Según Korsch, la diferencia cualitativa que separa a las formas más desarrolladas del pensamiento
económico y filosófico burgués de la dialéctica de Marx es que aquél, aún cuando pueda reconocer las
«contradicciones» de la economía y la filosofía burguesas e incluso analizarlas con la mayor claridad,
tiene que dejar subsistir dichas contradicciones en la realidad, mientras que la dialéctica, inseparable
de su aplicación práctica, conduce a la disolución de dichas contradicciones no sólo en la realidad del
pensamiento, que es un elemento real de esa realidad social, sino también en la realidad de la vida
social. Es aquí donde se da el paso decisivo que conduce de la dialéctica idealista de la filosofía clásica
alemana a la teoría de la praxis, que también se distingue del saber separado burgués en que no puede
enseñarse abstractamente como una «ciencia» especial, con su «materia» específica, sino únicamente
aplicarse concretamente como componente real y necesario de la actividad revolucionaria.

El núcleo de la crítica de Marx a la dialéctica hegeliana se encuentra en el concepto de praxis o


actividad crítico-práctica, en la superación de la oposición abstracta entre el idealismo acrítico y el
materialismo contemplativo, que no es sino el legado final de la prehistoria humana, de la división
social del trabajo que constituye la premisa de todo pensamiento ideológico.[4]
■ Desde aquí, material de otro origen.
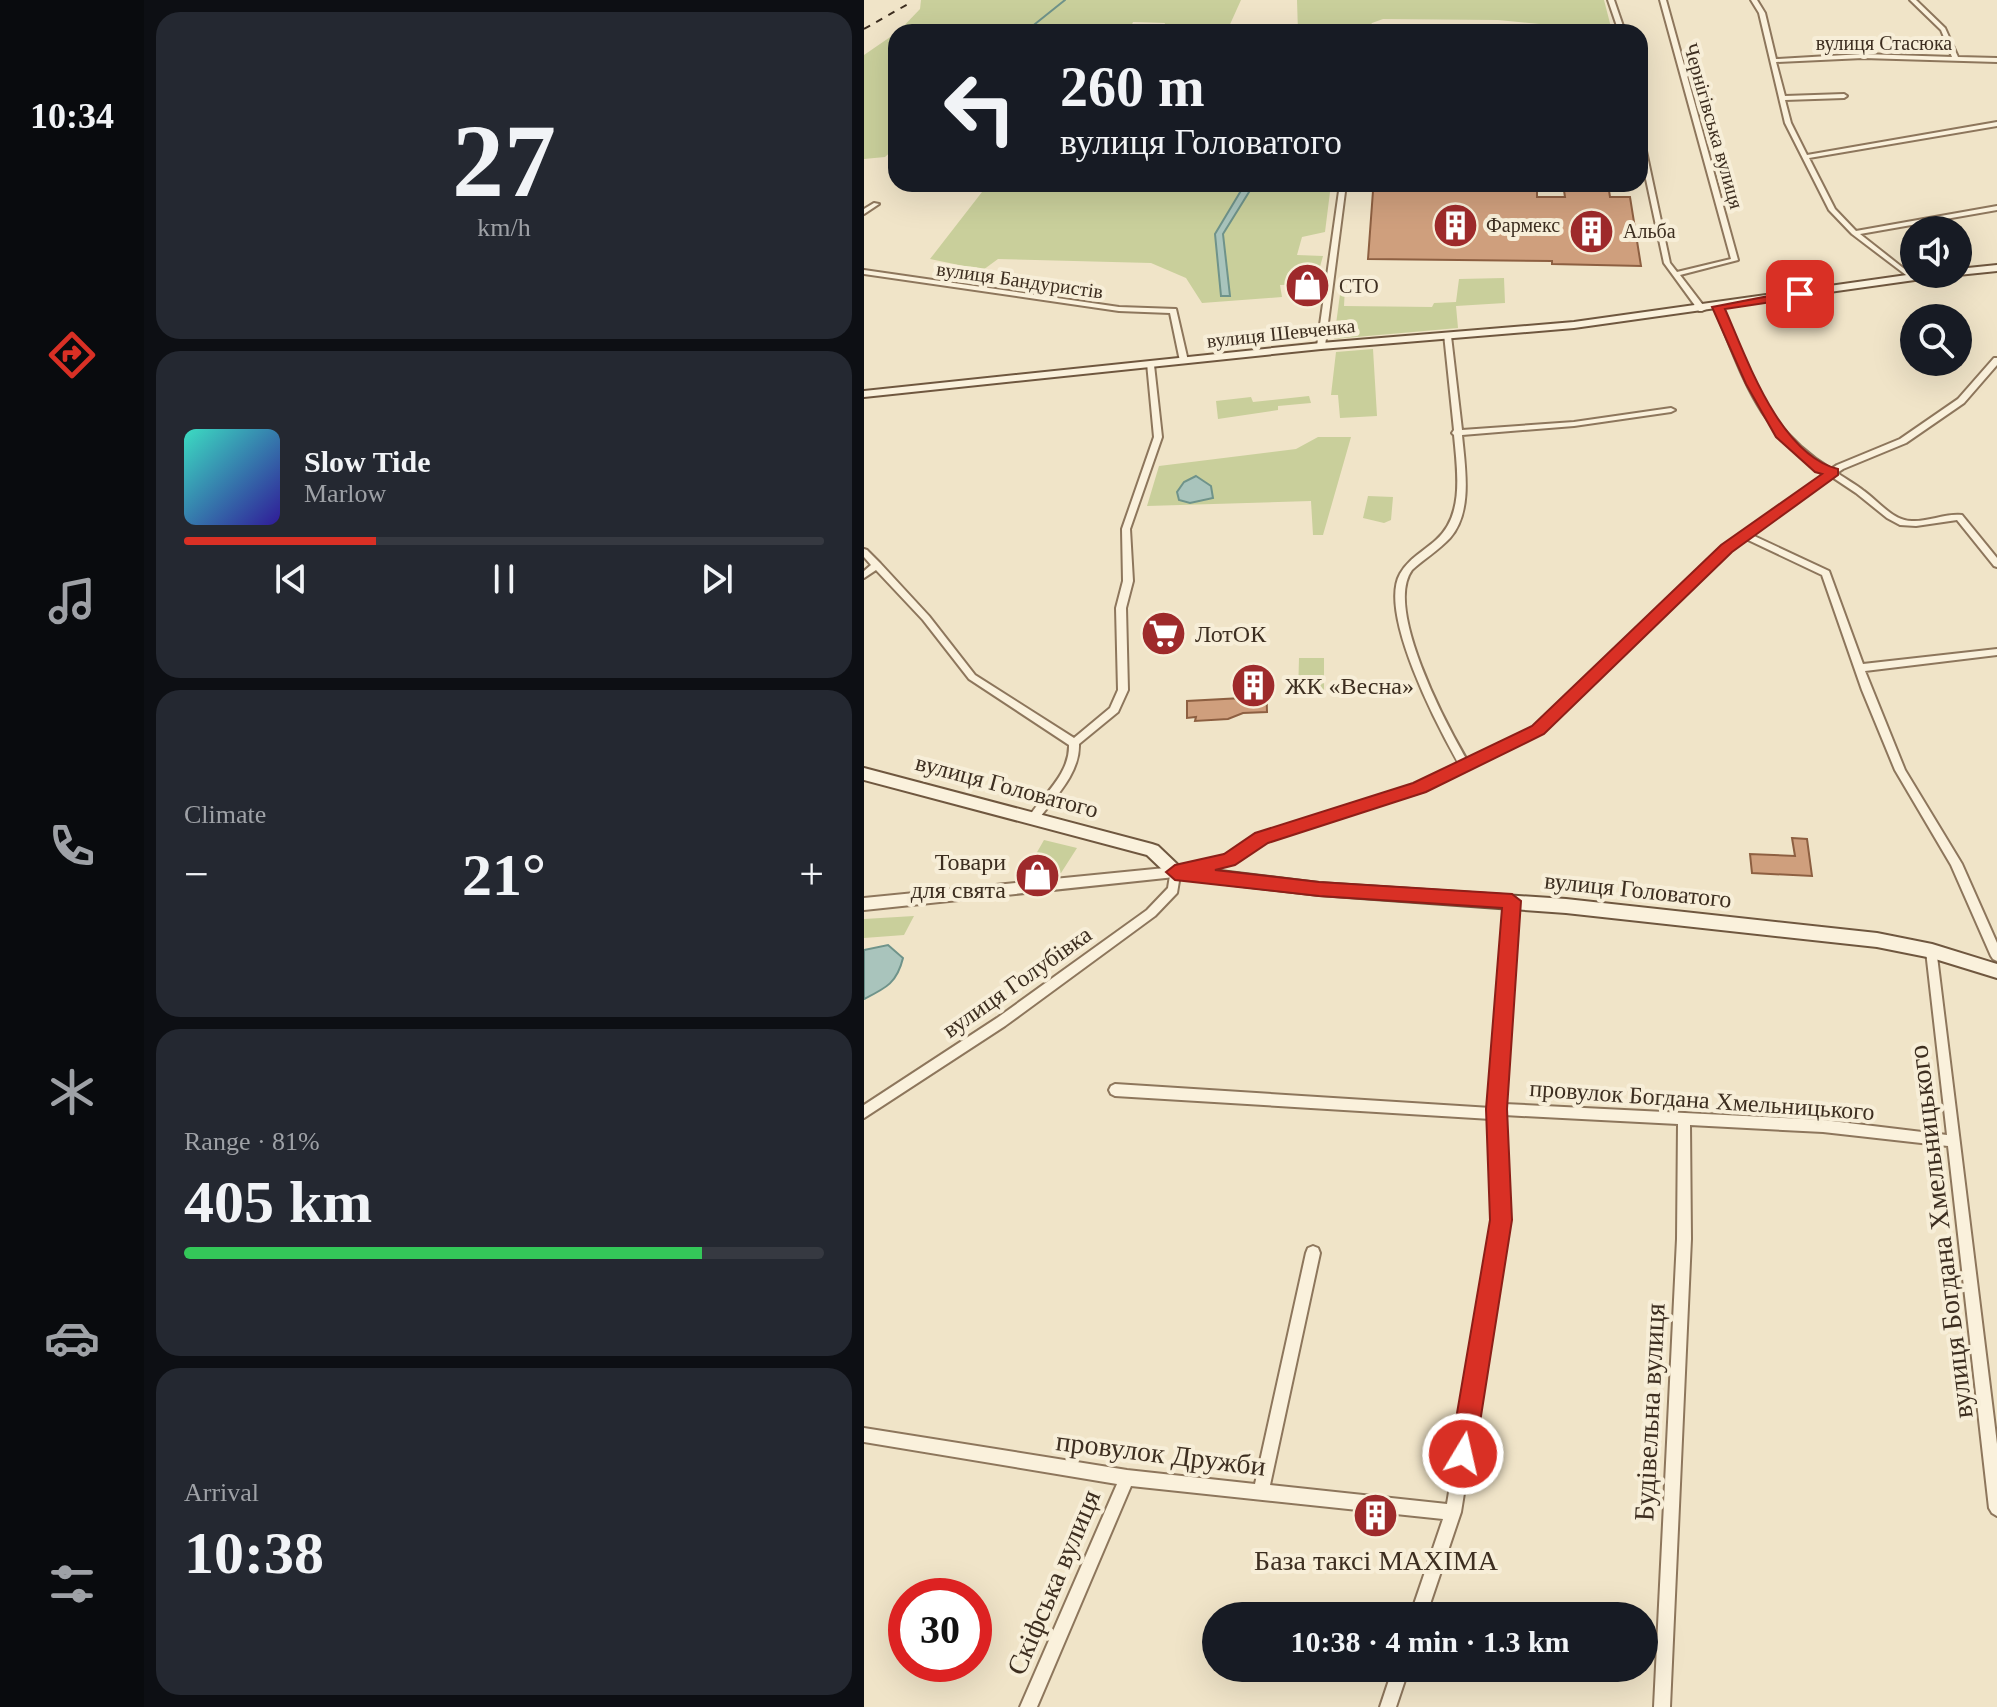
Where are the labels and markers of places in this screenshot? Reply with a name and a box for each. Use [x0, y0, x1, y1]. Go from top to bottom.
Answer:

Marx consideró al hegelianismo precisamente como el más grandioso de los sistemas ideológicos
burgueses. La concepción hegeliana de la historia no era más que la expresión especulativa del dogma
cristiano de la oposición entre el espíritu y la materia, entre Dios y el mundo, trasladada a la historia
humana, donde en cada etapa histórica, un puñado de individuos histórico-universales, espíritus
activos opuestos al resto de la humanidad, aseguraban el desarrollo del espíritu abstracto de ésta a
expensas de la masa material carente de espíritu.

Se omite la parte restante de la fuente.